Today’s News
Oil prices continued to fall on Monday as investors weighed the potential for increased OPEC+ production in October against a sharp drop in Libyan output and ongoing weak demand from China and the United States, the world’s top two oil consumers.
Brent crude futures dropped 57 cents, or 0.7%, to USD 76.36 per barrel by 0108 GMT, while U.S. West Texas Intermediate (WTI) crude declined by 50 cents, or 0.7%, to USD 73.05 per barrel. These declines followed a 0.3% decrease for Brent and a 1.7% drop for WTI last week.
OPEC+ members are reportedly set to proceed with an increase in oil production starting in October, according to six sources within the group. The plan includes eight members boosting output by 180,000 barrels per day as part of a strategy to partially unwind recent cuts totaling 2.2 million bpd, while maintaining other cuts through to the end of 2025.
“There are concerns that OPEC will go ahead and increase output from October,” said Tony Sycamore, a market analyst at IG. “However, I think that outcome is price dependent in that it happens if the WTI price is closer to USD 80 than USD 70.”
In Libya, the Arabian Gulf Oil Company has resumed output up to 120,000 bpd to meet domestic needs, but exports remain halted due to a standoff between factions that has shut down most of the country’s oilfields.
Despite the disruption in Libyan supply and rising geopolitical tensions in the Middle East, both Brent and WTI have recorded losses for two consecutive months, largely due to economic concerns in China and the U.S.

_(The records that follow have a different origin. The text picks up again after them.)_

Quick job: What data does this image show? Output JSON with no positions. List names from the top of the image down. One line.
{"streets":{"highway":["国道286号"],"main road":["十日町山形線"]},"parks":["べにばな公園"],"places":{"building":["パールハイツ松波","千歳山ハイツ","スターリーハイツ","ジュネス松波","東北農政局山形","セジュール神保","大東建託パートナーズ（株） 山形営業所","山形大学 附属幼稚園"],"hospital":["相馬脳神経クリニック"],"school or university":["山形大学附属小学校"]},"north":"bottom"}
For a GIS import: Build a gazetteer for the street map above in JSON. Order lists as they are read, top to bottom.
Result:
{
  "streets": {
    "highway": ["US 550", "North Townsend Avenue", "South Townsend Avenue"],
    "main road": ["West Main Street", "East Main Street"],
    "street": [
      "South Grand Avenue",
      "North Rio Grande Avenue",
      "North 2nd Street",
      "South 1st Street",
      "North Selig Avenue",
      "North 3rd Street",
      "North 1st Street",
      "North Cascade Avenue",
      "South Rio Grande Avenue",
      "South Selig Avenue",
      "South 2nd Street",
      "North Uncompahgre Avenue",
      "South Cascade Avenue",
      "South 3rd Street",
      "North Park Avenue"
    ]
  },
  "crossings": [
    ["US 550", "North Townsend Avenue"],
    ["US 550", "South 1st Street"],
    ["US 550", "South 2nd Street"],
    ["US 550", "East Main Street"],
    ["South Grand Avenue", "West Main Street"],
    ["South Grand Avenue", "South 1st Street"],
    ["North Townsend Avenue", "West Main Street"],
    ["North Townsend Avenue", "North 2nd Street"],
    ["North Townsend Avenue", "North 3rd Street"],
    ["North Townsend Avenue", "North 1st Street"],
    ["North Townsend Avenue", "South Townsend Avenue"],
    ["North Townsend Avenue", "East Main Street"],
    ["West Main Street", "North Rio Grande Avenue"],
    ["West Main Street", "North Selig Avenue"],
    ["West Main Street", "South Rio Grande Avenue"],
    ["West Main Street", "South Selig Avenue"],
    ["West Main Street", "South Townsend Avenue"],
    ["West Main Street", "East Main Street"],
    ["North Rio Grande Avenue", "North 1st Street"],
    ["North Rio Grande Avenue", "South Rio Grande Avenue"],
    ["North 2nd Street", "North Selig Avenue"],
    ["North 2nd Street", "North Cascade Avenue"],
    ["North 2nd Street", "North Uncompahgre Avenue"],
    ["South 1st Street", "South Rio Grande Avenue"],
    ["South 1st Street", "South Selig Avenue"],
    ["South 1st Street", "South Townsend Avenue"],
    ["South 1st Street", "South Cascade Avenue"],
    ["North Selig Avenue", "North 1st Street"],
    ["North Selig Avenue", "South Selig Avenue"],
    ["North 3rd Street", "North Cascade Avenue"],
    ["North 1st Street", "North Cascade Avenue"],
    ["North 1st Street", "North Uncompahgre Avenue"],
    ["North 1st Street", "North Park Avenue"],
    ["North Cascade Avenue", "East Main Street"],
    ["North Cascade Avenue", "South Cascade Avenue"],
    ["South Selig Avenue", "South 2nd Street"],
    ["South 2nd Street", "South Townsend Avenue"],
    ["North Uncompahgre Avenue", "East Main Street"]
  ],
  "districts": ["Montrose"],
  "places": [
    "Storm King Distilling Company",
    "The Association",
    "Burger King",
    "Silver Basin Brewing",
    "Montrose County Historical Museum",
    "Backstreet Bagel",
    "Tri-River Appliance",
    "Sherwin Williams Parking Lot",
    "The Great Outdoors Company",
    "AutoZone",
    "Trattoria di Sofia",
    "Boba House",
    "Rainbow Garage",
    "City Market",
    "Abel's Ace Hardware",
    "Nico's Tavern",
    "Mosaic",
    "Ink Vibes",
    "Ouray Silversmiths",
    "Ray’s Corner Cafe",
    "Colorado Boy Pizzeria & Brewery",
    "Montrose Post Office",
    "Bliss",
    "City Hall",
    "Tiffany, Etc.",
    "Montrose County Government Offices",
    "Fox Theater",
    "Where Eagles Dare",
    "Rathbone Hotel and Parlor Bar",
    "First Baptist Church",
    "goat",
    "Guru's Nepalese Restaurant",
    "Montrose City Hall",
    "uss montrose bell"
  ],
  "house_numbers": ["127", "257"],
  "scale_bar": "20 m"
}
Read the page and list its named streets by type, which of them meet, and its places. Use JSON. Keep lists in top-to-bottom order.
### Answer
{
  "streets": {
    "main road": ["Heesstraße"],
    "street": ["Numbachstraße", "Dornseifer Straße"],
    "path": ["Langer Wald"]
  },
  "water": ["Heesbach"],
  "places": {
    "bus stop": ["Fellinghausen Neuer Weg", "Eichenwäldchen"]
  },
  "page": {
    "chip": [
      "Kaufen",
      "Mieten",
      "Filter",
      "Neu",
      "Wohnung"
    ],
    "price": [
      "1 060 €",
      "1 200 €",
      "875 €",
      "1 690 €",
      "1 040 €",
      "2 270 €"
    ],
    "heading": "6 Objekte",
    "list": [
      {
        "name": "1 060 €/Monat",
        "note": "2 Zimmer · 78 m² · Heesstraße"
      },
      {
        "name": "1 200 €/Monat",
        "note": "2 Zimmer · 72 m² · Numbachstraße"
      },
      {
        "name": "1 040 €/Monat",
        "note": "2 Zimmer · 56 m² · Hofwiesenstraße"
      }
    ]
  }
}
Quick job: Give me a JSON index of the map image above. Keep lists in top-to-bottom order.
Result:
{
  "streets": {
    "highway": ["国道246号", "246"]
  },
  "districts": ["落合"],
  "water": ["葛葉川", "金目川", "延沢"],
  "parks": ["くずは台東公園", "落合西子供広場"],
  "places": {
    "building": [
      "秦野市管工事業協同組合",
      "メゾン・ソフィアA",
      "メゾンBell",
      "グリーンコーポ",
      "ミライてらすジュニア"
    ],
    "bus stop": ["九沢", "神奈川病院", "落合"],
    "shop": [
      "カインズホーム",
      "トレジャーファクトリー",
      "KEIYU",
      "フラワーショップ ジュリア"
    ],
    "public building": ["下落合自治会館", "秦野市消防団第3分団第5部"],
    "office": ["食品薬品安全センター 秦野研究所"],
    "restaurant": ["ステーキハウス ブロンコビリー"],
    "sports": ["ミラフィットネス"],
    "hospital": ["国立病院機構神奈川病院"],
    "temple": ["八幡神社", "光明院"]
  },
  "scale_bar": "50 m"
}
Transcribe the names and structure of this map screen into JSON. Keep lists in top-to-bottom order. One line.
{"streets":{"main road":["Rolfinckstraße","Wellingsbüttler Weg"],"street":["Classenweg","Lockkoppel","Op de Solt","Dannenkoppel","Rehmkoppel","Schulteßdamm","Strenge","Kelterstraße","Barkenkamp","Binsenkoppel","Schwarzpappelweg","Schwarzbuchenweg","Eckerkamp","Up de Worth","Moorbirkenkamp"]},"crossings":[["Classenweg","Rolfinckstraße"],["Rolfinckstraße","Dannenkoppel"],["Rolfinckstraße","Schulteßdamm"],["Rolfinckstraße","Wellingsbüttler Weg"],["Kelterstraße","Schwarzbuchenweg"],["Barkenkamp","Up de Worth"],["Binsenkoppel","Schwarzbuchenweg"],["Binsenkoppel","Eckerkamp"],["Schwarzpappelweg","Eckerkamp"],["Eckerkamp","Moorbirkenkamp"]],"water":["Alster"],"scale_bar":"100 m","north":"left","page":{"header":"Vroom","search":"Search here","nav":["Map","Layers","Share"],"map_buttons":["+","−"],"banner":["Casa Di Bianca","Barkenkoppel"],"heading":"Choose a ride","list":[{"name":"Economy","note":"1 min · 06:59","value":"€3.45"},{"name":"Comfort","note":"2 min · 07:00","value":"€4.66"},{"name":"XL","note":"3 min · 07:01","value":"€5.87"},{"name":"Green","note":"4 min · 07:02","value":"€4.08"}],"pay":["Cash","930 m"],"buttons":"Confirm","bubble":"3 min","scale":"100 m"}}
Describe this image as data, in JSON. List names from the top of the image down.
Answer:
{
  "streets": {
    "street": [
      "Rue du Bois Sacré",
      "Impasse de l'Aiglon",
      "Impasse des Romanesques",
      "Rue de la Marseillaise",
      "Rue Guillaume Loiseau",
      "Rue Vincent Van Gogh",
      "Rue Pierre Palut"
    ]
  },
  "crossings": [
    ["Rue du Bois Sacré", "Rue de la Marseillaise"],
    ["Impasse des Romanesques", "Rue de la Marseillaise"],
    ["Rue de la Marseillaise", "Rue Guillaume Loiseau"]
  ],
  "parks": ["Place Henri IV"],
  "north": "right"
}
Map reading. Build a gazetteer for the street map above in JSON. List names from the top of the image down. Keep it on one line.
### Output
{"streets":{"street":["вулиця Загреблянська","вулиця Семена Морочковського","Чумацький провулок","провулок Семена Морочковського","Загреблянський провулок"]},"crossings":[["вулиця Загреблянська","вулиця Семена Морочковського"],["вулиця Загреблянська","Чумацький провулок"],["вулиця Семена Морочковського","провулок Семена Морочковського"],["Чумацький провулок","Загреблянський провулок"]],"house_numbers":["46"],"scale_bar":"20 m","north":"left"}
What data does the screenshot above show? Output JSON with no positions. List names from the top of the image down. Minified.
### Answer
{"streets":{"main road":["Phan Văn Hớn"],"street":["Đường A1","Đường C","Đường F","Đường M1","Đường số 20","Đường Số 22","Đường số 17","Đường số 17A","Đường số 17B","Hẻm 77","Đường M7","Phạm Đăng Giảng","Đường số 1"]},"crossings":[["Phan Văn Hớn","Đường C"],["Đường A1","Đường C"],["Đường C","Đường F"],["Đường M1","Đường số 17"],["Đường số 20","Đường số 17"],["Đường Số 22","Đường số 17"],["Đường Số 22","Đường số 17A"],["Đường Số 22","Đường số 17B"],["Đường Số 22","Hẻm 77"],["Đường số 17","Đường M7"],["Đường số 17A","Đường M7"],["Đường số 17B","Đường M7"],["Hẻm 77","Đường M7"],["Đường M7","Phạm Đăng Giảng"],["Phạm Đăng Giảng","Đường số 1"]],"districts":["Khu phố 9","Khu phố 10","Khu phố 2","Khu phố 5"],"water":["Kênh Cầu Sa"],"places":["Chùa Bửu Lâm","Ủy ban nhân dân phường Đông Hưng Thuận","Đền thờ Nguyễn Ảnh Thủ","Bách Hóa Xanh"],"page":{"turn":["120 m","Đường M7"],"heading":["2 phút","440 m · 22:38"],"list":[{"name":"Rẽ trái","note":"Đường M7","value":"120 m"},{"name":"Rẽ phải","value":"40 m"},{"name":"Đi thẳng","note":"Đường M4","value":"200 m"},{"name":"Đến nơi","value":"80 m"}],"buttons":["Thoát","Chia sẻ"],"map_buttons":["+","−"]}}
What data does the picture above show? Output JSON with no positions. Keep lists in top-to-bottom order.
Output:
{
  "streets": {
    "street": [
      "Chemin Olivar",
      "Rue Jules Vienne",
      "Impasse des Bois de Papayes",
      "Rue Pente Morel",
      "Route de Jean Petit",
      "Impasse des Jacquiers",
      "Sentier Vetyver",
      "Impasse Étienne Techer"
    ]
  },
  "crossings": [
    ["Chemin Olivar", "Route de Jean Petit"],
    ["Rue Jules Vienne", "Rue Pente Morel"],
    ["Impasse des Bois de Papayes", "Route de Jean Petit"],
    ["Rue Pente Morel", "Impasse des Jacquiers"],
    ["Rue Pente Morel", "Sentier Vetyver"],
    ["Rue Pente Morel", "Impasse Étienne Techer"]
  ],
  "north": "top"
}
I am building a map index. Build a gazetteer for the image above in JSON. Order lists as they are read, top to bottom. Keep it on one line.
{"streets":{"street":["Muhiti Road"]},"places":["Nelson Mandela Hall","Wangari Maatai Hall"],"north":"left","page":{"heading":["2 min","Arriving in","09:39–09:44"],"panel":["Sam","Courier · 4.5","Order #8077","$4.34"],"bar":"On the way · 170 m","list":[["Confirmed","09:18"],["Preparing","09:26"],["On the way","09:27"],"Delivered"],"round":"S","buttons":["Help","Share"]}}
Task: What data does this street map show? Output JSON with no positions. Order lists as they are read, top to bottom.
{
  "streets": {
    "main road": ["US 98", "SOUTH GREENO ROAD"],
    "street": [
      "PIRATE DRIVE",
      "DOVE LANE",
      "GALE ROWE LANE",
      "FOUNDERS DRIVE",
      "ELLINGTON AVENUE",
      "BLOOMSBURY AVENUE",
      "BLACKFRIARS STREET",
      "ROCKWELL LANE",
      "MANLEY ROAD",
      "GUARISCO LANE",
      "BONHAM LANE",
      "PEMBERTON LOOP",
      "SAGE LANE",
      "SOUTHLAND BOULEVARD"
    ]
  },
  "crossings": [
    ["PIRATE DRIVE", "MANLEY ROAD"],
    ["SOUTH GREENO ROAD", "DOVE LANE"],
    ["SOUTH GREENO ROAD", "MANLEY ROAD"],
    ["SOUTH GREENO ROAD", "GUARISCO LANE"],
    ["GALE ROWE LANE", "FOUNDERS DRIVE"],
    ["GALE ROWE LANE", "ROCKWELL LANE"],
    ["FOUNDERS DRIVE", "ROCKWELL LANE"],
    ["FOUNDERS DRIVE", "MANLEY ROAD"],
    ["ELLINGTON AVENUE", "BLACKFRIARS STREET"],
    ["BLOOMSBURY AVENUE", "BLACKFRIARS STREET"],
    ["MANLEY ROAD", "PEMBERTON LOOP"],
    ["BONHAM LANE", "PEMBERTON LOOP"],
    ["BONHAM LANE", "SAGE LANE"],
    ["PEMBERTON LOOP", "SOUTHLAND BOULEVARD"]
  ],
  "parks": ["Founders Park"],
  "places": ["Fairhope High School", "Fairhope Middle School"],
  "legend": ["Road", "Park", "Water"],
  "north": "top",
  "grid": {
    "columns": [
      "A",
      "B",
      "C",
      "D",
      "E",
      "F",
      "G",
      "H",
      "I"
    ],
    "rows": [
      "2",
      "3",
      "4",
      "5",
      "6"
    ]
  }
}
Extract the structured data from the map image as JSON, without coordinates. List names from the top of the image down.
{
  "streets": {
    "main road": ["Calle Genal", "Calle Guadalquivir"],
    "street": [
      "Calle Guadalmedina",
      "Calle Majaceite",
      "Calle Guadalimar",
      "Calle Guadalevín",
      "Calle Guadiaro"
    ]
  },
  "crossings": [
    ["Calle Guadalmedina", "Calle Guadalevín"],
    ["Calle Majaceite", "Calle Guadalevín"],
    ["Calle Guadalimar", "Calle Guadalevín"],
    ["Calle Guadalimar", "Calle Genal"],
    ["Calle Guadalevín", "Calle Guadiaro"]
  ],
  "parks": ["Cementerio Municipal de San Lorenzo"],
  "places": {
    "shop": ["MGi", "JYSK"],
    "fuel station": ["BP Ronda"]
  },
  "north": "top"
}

China’s manufacturing activity hit a six-month low in August, with factory gate prices falling and orders shrinking, according to an official survey released on Saturday. This has increased pressure on policymakers to introduce more stimulus measures.
“The softer-than-expected China PMI released over the weekend heightens concerns that the Chinese economy will miss growth targets,” Sycamore added.
Meanwhile, in the U.S., oil consumption dropped in June to its lowest seasonal levels since the COVID-19 pandemic began in 2020, according to the U.S. Energy Information Administration.
“We see downside in growth in 2025, driven by economic headwinds in China and the U.S.,” analysts at ANZ noted in a report. “We believe OPEC will have no choice but to delay the phase out of voluntary production cuts if it wants higher prices.”
The number of active U.S. oil rigs remained steady at 483 last week, as reported by Baker Hughes.